The training wheels are now off – I’ve completed all ‘set projects’ given to me by the school and am now wobbling my way around making my first piece of furniture, a hallway table called “Black Swan”.
This design has been on the boil ever since I started the course six months ago, and evolved from my awkward, ill-proportioned and over-embellished early sketches to what you see here in the water colour above.
A Magnum Opus it’s not, but it’s a design that represents some themes I wanted to explore and use to inform the story of the design.
In short, Black Swan draws inspiration from the echoes of the complex intertwined relationship between old Australia and new, and in parallel reflects my own more immediate experience. The legs are poised in dance, flexing in a compression – fitting of either the corroboree or the ballet, or of course the curvature of the neck of a swan.
Ebonised by the reaction of the oak’s tannins and iron oxide, the black not only symbolises the colour of Australia’s endemic equivalent to England’s royal bird, but is equally a nod to the charred trunks of a summer bush fire.
The top, made from English Pear with its gentle autumnal hues, subtle figure and manicured sunburst will rest with its restrained proportions atop the legs… with a slight air of detachment. The apparent separation between the two is challenged by the legs cutting unyieldingly up and through the carcass to the top.
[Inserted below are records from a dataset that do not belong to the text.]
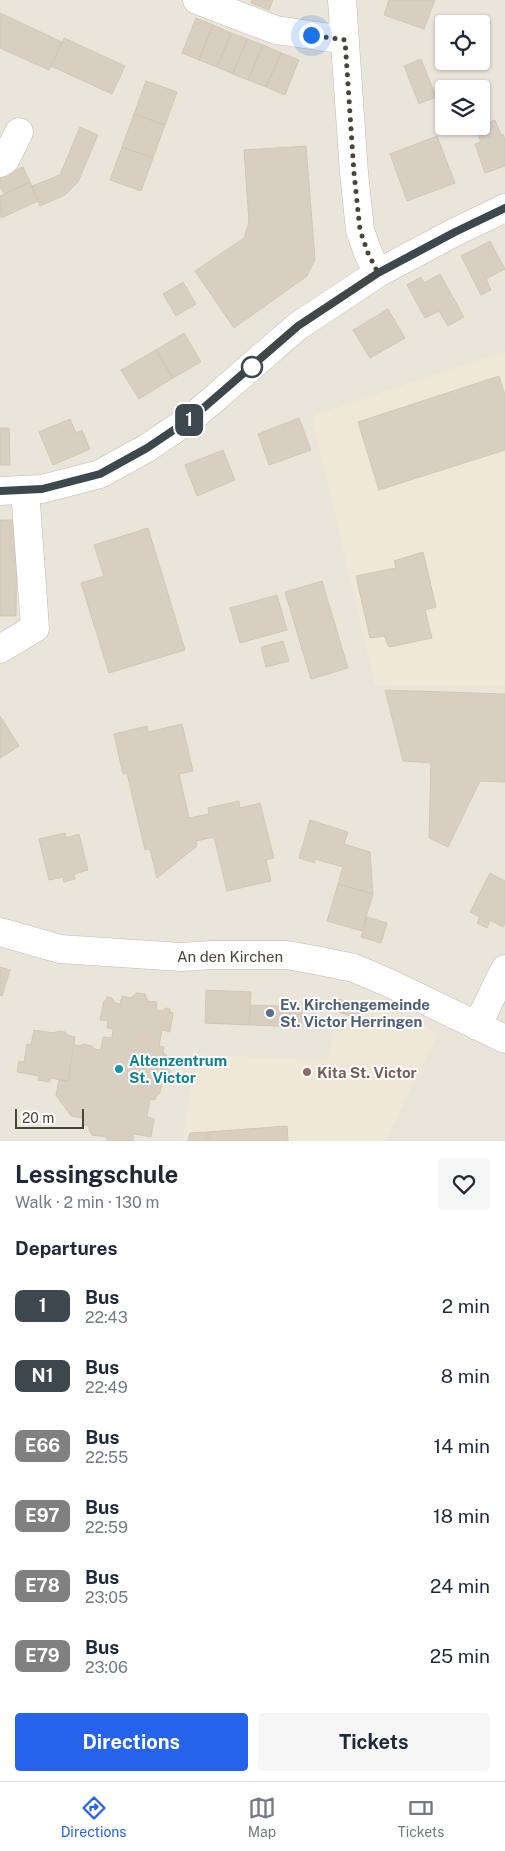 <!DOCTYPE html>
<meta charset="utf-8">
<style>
:root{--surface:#fff;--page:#f6f6f7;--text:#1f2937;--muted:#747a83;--line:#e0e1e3;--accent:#2563eb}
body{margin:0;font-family:"Public Sans",sans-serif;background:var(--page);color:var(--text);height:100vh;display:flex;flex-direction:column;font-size:19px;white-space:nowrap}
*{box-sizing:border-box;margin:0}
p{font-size:16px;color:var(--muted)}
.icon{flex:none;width:28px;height:28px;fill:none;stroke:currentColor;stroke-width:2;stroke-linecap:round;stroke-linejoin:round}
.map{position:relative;height:1141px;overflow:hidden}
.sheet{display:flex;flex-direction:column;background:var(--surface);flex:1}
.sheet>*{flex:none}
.badge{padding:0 10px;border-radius:8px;font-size:18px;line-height:32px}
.controls{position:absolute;left:435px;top:15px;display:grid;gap:10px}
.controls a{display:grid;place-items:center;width:55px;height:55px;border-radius:5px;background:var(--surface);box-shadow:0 1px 4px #0004;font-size:25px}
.scale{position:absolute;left:15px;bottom:12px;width:69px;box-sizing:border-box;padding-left:5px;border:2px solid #4b4439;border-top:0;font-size:14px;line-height:18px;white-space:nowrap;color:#4b4439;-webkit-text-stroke:4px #fff;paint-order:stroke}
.you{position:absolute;width:25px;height:25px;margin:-12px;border:4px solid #fff;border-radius:50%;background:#1a73e8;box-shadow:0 0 0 8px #1a73e833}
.map>.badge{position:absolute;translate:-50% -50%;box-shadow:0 0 0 2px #fff}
h2{padding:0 15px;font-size:19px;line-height:45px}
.round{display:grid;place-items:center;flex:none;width:52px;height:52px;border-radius:5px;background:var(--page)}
.headline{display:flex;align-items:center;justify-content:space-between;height:85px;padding:0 15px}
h1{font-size:24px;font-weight:700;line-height:38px}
.cta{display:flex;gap:10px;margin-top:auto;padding:10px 15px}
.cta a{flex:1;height:58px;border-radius:5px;background:var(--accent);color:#fff;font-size:20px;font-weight:700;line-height:58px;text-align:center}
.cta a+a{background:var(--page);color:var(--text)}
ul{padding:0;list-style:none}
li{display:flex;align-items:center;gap:15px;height:70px;padding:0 15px}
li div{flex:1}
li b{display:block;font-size:19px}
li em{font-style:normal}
li .badge{min-width:55px;font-weight:700;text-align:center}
.tab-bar{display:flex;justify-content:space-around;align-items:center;height:70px;border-top:1px solid var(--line);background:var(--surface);font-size:14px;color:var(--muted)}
.tab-bar a{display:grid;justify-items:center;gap:2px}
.tab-bar .selected{color:var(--accent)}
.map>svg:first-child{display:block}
.residential{fill:#eae5da;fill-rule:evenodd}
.education{fill:#efe8d6}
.building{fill:#d8cfc1;stroke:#d3c7b4}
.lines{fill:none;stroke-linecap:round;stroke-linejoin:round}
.minor-casing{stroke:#c2bbae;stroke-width:29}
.minor{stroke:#fff;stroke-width:28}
.line-casing{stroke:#fff;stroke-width:11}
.line{stroke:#3d484e;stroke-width:8}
.walk{stroke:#4b4439;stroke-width:5;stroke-dasharray:0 9}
.stop-dot{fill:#fff;stroke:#3d484e;stroke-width:2.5}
.service-dot{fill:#5c6f8a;stroke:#fff;stroke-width:2}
.culture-dot{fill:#0f9aa8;stroke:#fff;stroke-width:2}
.education-dot{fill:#8d6e63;stroke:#fff;stroke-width:2}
.labels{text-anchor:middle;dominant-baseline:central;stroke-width:4;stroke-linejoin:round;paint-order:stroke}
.street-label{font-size:15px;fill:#4b4439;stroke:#fff}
.service-label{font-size:15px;font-weight:bold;fill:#4e5e75;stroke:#fff;text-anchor:start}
.culture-label{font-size:15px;font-weight:bold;fill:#0d838f;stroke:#fff;text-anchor:start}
.education-label{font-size:15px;font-weight:bold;fill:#785e54;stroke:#fff;text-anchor:start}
</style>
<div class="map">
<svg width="505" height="1141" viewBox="0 0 505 1141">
<rect width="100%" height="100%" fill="#f6f3ec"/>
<!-- residential -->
<path class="residential" d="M0,0h505v1141h-505zM444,24h37v37h-37zM444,89h37v37h-37z"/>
<!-- education -->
<path class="education" d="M505,351v336l-130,-2 -63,-269z
M375,1003l63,30 -53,108h-203l15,-86 131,5 5,-28 27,-4z"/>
<!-- building -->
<path class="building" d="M252,0h21l-4,10 -18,-7z
M389,0h46l-11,29 -40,-14z
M0,13l62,29 -13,28 -49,-22z
M196,18l17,7 -14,35 -17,-7z
M213,25l18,8 -14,34 -18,-7z
M231,33l16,6 -14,35 -16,-7z
M64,38l61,28 -13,28 -61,-28z
M247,39l16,6 -15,35 -15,-6z
M263,45l18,8 -15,34 -18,-7z
M281,53l18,7 -14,35 -19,-8z
M421,59l15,38 -17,7 -15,-38z
M146,81l31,11 -12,33 -31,-11z
M134,114l31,11 -12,33 -31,-11z
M495,120l6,15 2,-1 2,6v26l-20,7 -10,-29 6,-2 -6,-14z
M80,127l18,8 -20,47 -13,13 -25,11 -8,-20 28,-11z
M437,136l18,47 -48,18 -17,-47z
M306,146l9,113 -8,17 -73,52 -39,-57 49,-33 5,-16 -5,-72z
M122,147l31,11 -12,33 -31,-11z
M23,167l7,15 -26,12 -4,-8v-8z
M30,182l8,19 -37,17 -1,-22z
M490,241l15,28 -19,10 5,11 -10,5 -20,-39z
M440,274l24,43 -16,9 -9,-15 -14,7 -18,-33 14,-8 3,6z
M183,282l13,22 -20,12 -13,-22z
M388,309l17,29 -35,20 -17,-28z
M184,333l17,29 -28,16 -17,-28z
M156,350l17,28 -34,21 -18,-29z
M499,376l6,19v55l-126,40 -21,-68z
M299,418l12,32 -42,15 -11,-31z
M70,419l6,14 6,-3 8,19 -37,16 -14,-33z
M0,428h9l1,37h-10z
M223,450l12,30 -38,16 -12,-31z
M0,520h17l-1,96h-16z
M148,528l37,122 -76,23 -28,-90 23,-7 -10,-31z
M423,552l13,55 -11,3 7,28 -43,9 -5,-11 -14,2 -14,-62 40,-8 -2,-7z
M322,581l26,87 -37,11 -26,-87z
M277,595l10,35 -47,13 -10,-35z
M283,641l6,20 -23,6 -5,-20z
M385,690l120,4v88l-25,-1 -32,66 -19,-9 2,-75 -28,-2z
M0,716l19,30 -19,12z
M182,724l11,47 -14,3 10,44 20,-4 -1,-6 31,-7 1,7 20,-5 14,55 -8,2 5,21 -44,10 -13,-54 -18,4 1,5 -40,32 -7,-29 -5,1 -18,-77 -4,1 -9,-40 33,-8 1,6z
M310,820l38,12 -4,12 26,8 3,42 -35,-10 5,-17 -28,-8v4l-16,-5z
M65,833l1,5 13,-4 9,36 -14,4 1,5 -11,3 -1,-5 -14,3 -10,-41z
M490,873l15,8v42l-2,4 -13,-7 -3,8 -10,-5 3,-6 -10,-5z
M338,884l35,10 -11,37 -35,-10z
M367,917l20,6 -6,20 -20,-6z
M0,967l10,3 -8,26 -2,-1z
M206,990l45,2 -2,33 -44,-2z
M136,993l9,1 3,7 9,1 -1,8 6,1 4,-3 4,1v3l3,1 -3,19 -8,-2 -3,16 5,1 -1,5 4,4 -2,10 5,5 -1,9 -7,3 -2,10 -4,3 -1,4 -5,-1 -3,18 7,2 -3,18 -17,-3 -1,7h-26v-4l-15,-2 -3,-5v-4l-7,-1 2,-7 -13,-2 -15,-21 3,-15 9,1 6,-36 6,1 3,-2 9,2 2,3 7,1 2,-13 9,1 1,-9 -6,-1 1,-7 -8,-1 4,-19h2l1,-4 5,1 3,5 5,1 2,-8 9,2z
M339,999l24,8 -4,12 -23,-8z
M250,1005l52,2v20l-53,-2z
M34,1030l20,3 4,-2 7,1 2,3 8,2 -7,44 -18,-3v4l-12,-2 1,-4 -22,-4 2,-11 5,1 3,-18 4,1z
M287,1126l1,15h-80v-9z
M208,1132v9h-20l2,-8z"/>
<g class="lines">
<!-- minor casing -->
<g class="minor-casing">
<path id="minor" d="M197,0l79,30 69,10
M342,0l12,173 6,57 8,23 10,20
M0,163l5,-3 14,-28
M0,491l42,-2 58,-15 47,-26 46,-31 105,-91 80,-53 77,-41 50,-24
M0,649l35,-21 -10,-138
M0,932l60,17 121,8 31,-2h75l33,6 34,7 35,15 116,56
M477,1026l28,-57"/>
</g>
<!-- minor -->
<use href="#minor" class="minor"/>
</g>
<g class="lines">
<!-- line casing -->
<g class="line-casing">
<path id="line" d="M0,491l42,-2 58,-15 47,-26 46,-31 105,-91 80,-53 77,-41 50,-24"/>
</g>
<!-- line -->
<use href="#line" class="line"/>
<!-- walk -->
<path class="walk" d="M252,367l46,-41 80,-53 -10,-20 -8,-23 -6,-57 -9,-133 -34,-5"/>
</g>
<!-- markers -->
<circle class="stop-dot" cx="252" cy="367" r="10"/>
<circle class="service-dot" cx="270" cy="1013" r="5"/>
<circle class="culture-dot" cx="119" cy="1069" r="5"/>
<circle class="education-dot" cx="307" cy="1072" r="5"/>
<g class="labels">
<!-- street labels -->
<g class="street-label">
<text x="230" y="956">An den Kirchen</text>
</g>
<!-- service labels -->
<g class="service-label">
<text x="280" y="1004">Ev. Kirchengemeinde<tspan x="280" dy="17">St. Victor Herringen</tspan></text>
</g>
<!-- culture labels -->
<g class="culture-label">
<text x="129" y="1060">Altenzentrum<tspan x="129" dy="17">St. Victor</tspan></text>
</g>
<!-- education labels -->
<g class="education-label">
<text x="317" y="1072">Kita St. Victor</text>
</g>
</g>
</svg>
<div class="controls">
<a><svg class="icon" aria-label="locate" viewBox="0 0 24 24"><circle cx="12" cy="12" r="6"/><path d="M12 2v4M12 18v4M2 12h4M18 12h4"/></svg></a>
<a><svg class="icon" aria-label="layers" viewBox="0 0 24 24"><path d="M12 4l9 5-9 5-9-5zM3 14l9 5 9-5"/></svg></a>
</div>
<div class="scale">20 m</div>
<div class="you" style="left:311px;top:35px"></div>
<b class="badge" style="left:189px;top:420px;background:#3d484e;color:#fff">1</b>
</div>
<section class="sheet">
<div class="headline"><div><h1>Lessingschule</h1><p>Walk · 2 min · 130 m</p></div><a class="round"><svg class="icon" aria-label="heart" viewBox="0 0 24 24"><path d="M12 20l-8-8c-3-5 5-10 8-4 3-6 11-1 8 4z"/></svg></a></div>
<h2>Departures</h2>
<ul>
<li><span class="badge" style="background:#3d484e;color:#fff">1</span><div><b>Bus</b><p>22:43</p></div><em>2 min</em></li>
<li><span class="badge" style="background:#3d484e;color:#fff">N1</span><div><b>Bus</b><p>22:49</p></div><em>8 min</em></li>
<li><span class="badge" style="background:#808080;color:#fff">E66</span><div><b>Bus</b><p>22:55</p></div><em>14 min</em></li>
<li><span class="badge" style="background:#808080;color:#fff">E97</span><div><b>Bus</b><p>22:59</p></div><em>18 min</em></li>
<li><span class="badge" style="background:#808080;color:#fff">E78</span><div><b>Bus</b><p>23:05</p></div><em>24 min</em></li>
<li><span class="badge" style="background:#808080;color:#fff">E79</span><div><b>Bus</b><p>23:06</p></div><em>25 min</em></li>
</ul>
<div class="cta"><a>Directions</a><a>Tickets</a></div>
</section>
<nav class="tab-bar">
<a class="selected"><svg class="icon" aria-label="directions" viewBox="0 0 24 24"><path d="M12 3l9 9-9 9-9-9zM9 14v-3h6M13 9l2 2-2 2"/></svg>Directions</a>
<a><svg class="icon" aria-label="map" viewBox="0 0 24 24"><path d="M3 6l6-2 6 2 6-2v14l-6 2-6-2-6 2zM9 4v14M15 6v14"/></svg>Map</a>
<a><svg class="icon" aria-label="tickets" viewBox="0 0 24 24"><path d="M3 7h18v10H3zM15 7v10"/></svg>Tickets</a>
</nav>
I’ve wanted to incorporate traditional elements of cabinetry design without being a slave to it. Most importantly, I hope this piece will walk that delicate line between being bold and being self indulgent… but that will ultimately be your call.
In my following posts I’ll talk about its construction, sustainability and some of the challenges I’ve come across. And in a few month’s time I look forward to showing you the finished piece.